◆ WHAT TO WORK ON ◆
Scan the entries for the word "lines". Every line that has it should be copied.

◆ SOURCE MATERIAL ◆
....

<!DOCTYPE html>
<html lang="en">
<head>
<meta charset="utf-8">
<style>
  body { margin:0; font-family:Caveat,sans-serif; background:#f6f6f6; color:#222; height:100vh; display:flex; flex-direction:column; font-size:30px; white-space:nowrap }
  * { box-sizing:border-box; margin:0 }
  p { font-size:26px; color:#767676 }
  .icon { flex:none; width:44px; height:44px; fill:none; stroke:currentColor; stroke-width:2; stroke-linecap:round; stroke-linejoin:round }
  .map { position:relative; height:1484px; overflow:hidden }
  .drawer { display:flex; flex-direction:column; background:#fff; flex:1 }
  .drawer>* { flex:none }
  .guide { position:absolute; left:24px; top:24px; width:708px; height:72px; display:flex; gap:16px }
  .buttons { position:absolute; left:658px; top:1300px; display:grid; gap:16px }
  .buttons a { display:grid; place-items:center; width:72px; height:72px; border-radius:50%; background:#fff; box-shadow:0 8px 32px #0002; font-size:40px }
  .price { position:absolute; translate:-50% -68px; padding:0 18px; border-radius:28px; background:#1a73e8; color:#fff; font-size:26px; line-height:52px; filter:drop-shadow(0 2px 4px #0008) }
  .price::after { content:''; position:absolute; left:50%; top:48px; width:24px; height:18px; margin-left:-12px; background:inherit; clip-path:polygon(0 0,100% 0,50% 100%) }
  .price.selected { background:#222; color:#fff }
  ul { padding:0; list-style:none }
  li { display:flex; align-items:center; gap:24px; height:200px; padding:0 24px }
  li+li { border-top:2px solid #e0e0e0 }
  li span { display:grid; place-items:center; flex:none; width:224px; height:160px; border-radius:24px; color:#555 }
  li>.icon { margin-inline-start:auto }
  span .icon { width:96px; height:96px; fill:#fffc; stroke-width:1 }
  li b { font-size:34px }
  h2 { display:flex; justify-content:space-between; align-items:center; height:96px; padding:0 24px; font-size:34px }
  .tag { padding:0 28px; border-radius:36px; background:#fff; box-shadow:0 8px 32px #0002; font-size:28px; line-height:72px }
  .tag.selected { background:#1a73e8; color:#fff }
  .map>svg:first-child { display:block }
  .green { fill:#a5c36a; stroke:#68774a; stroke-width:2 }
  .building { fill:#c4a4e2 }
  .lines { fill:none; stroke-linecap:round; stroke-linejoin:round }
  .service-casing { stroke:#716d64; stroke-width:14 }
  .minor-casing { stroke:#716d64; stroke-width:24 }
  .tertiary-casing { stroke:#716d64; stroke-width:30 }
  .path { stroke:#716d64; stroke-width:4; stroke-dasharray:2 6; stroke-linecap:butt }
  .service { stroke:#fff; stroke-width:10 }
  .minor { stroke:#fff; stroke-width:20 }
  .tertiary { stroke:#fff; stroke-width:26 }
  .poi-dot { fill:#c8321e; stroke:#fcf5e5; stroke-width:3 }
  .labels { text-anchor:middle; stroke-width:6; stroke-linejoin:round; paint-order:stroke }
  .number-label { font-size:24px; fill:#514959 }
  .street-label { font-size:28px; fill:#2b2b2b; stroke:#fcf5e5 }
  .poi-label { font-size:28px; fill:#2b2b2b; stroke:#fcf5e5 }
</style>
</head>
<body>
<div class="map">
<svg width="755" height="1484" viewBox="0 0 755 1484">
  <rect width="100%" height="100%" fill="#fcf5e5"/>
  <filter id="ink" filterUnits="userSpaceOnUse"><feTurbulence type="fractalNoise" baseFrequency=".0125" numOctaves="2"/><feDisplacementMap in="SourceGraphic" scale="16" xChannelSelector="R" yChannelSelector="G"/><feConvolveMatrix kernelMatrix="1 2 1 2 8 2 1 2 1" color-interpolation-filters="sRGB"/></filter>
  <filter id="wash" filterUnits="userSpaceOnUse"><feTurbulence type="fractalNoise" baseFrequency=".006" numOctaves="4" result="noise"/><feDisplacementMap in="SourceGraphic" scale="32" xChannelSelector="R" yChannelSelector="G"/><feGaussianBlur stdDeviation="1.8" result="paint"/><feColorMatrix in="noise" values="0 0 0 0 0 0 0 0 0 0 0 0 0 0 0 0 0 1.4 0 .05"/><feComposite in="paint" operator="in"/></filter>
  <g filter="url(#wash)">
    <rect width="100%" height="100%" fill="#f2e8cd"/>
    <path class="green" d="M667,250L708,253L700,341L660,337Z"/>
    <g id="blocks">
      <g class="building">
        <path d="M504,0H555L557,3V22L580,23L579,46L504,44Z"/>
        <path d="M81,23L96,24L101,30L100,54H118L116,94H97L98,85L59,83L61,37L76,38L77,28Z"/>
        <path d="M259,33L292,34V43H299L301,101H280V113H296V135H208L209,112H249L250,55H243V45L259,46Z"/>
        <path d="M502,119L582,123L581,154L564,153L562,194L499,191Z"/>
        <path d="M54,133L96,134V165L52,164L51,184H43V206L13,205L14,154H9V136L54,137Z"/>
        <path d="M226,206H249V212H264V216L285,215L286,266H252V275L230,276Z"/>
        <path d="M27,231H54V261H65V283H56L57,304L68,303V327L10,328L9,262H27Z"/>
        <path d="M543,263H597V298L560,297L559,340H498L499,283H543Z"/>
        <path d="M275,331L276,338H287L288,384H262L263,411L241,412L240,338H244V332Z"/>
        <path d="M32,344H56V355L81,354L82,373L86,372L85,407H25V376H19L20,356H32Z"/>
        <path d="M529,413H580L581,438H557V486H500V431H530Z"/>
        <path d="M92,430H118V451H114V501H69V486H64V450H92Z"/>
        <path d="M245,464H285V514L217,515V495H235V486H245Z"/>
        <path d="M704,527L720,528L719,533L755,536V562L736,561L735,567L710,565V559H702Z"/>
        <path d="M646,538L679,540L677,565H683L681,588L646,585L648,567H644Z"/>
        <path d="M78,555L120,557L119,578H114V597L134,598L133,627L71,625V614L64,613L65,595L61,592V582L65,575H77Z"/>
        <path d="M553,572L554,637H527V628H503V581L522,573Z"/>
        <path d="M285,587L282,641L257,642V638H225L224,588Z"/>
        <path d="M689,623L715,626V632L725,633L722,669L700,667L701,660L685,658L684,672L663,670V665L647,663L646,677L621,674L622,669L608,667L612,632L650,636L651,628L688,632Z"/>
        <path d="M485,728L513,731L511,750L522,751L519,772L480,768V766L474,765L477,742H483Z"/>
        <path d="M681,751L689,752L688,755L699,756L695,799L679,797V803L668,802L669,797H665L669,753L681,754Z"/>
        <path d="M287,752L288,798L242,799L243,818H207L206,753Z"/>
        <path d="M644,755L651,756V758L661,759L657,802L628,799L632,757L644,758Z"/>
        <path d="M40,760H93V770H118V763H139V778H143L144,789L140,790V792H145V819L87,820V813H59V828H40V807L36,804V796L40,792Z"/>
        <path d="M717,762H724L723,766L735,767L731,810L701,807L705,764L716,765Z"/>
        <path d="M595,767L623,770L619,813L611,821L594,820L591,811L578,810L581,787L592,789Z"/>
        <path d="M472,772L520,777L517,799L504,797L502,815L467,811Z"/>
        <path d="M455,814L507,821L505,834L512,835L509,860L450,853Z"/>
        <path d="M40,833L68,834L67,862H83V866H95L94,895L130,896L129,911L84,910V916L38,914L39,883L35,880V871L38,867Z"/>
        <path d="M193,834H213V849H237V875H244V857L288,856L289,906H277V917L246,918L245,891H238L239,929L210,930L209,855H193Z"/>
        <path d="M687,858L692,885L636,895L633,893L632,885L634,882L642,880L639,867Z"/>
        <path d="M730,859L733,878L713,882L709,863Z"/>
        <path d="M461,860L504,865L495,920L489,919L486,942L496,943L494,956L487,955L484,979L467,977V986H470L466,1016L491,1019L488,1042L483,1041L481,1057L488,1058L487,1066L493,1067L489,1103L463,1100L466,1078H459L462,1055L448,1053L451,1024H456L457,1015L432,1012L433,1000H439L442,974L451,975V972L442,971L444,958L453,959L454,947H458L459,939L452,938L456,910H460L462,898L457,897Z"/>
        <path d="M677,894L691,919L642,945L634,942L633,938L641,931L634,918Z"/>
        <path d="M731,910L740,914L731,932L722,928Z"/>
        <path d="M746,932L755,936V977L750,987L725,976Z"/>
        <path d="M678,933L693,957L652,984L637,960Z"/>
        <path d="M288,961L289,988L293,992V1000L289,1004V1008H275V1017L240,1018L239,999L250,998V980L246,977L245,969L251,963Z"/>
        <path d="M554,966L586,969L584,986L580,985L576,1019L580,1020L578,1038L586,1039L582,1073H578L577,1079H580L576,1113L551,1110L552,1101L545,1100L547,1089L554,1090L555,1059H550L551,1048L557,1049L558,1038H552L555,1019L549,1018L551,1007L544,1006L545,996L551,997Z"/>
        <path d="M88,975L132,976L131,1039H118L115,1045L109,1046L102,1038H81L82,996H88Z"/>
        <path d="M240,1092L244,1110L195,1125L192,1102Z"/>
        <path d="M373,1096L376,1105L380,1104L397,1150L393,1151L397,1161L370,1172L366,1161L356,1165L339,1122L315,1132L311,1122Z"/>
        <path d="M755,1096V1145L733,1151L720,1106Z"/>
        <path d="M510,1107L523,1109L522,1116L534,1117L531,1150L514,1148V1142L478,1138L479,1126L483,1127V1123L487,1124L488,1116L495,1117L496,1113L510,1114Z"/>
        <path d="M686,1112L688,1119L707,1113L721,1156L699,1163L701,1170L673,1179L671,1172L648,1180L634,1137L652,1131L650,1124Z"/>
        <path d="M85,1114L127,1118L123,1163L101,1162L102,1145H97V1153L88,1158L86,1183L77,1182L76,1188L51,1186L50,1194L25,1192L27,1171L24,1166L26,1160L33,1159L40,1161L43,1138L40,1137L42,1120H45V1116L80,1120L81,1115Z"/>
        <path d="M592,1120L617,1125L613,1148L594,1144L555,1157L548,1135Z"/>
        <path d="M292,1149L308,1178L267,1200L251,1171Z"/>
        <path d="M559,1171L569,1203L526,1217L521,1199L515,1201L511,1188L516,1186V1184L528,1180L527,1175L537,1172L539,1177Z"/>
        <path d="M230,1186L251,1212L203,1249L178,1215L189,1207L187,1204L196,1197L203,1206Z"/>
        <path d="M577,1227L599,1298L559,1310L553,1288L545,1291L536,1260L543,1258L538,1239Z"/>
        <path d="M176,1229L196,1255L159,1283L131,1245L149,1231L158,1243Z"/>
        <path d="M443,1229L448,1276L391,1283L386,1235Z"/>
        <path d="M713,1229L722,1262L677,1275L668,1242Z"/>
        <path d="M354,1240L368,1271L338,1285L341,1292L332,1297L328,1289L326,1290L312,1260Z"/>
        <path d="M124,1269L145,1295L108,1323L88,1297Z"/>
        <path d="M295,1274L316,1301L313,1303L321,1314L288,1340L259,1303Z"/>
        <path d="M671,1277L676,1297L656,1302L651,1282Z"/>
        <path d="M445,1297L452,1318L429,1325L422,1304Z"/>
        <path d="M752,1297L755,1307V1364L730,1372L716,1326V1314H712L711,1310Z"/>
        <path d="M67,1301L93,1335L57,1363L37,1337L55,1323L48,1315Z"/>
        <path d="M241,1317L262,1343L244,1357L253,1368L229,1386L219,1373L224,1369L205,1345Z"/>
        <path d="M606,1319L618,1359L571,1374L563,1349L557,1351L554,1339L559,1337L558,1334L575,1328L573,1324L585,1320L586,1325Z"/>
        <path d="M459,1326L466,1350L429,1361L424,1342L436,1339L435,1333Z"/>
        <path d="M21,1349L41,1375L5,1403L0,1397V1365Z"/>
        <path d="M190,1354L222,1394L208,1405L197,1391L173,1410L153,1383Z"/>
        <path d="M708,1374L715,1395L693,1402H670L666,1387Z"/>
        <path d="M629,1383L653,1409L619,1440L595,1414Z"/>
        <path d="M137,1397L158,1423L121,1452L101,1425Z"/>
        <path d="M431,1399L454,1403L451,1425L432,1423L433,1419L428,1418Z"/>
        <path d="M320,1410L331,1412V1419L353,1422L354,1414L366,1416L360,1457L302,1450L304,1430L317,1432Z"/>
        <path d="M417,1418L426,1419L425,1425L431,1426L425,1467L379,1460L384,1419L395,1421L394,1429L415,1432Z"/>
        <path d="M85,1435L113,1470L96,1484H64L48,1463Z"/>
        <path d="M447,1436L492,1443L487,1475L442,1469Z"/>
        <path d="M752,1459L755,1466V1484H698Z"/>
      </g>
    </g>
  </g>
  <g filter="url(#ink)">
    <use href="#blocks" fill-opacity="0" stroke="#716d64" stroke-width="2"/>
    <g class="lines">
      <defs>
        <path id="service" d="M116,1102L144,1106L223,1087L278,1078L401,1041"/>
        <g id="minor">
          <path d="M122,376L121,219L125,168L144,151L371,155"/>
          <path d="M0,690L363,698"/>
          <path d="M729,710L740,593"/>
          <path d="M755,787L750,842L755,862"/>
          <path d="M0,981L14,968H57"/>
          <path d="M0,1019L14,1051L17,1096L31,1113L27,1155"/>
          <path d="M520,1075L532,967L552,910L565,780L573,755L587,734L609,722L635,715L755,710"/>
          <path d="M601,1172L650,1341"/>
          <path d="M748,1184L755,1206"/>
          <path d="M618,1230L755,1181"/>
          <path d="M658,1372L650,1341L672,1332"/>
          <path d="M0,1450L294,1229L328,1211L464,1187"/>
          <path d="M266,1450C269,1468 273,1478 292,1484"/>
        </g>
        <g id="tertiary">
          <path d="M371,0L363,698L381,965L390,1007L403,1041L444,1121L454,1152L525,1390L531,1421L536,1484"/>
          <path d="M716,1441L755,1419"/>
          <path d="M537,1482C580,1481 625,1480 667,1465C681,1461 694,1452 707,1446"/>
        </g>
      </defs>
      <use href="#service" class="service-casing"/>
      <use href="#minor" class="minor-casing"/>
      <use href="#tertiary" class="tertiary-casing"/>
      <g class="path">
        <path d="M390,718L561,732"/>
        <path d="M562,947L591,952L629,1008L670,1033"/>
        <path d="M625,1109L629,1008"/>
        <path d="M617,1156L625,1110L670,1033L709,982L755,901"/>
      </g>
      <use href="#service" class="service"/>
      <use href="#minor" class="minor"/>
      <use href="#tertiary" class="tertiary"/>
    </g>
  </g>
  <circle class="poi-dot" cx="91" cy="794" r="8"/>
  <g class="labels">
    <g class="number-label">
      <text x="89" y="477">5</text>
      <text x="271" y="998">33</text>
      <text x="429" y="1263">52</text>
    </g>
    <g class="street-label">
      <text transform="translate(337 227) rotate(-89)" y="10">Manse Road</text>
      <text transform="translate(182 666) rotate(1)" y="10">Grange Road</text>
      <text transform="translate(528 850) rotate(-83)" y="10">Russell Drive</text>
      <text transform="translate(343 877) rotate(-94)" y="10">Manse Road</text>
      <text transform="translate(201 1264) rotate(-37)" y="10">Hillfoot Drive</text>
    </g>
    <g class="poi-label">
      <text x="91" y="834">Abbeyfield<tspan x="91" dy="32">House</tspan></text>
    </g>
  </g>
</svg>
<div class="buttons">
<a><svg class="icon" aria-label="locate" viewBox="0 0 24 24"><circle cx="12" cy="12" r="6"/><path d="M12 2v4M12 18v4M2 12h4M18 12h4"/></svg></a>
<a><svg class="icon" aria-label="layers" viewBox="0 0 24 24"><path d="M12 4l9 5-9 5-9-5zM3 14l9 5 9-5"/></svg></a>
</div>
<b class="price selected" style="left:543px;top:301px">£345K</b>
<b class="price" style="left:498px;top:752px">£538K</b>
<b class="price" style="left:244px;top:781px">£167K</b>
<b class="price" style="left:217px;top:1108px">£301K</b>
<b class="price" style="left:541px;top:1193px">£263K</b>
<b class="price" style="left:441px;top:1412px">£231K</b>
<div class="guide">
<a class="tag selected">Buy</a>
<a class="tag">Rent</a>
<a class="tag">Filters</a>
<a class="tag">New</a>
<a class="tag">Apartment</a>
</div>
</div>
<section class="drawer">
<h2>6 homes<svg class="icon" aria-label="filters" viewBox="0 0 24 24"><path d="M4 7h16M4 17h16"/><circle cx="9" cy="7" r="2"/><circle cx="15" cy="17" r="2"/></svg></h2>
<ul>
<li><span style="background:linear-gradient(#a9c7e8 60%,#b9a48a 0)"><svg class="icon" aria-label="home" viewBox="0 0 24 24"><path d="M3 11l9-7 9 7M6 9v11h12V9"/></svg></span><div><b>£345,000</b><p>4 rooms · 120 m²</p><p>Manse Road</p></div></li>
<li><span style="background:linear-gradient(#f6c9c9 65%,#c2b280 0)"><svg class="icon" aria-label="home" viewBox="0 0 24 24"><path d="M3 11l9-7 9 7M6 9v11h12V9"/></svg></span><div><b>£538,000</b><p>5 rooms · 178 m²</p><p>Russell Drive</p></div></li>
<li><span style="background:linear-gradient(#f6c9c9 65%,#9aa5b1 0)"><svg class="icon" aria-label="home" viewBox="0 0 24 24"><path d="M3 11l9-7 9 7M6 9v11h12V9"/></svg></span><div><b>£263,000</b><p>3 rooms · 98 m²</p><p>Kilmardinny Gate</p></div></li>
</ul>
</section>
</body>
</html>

....

◆ SOLUTION ◆
  .lines { fill:none; stroke-linecap:round; stroke-linejoin:round }
    <g class="lines">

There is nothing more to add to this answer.